Of all the lines in the records below, copy only those that contain the string "Barnert".

*** Opening of INPUT DATA ***

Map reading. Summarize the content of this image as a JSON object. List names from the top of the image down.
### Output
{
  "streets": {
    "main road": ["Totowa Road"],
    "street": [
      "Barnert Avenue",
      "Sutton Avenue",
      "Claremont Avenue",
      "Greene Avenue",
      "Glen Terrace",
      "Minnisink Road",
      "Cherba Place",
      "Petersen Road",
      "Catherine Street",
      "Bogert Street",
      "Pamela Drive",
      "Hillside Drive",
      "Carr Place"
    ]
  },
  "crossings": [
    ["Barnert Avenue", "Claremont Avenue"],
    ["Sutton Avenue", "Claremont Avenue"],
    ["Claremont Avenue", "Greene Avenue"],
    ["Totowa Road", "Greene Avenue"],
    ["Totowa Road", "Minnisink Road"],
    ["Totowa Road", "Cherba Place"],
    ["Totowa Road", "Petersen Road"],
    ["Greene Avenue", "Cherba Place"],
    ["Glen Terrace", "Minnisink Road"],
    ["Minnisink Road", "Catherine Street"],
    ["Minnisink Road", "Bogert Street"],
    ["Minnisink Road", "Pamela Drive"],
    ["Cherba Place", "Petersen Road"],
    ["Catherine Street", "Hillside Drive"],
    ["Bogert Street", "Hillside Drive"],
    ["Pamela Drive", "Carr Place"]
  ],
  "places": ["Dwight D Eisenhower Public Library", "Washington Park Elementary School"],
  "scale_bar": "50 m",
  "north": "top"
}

*** Close of INPUT DATA ***

**SOLUTION FOR THIS PROBLEM**
      "Barnert Avenue",
    ["Barnert Avenue", "Claremont Avenue"],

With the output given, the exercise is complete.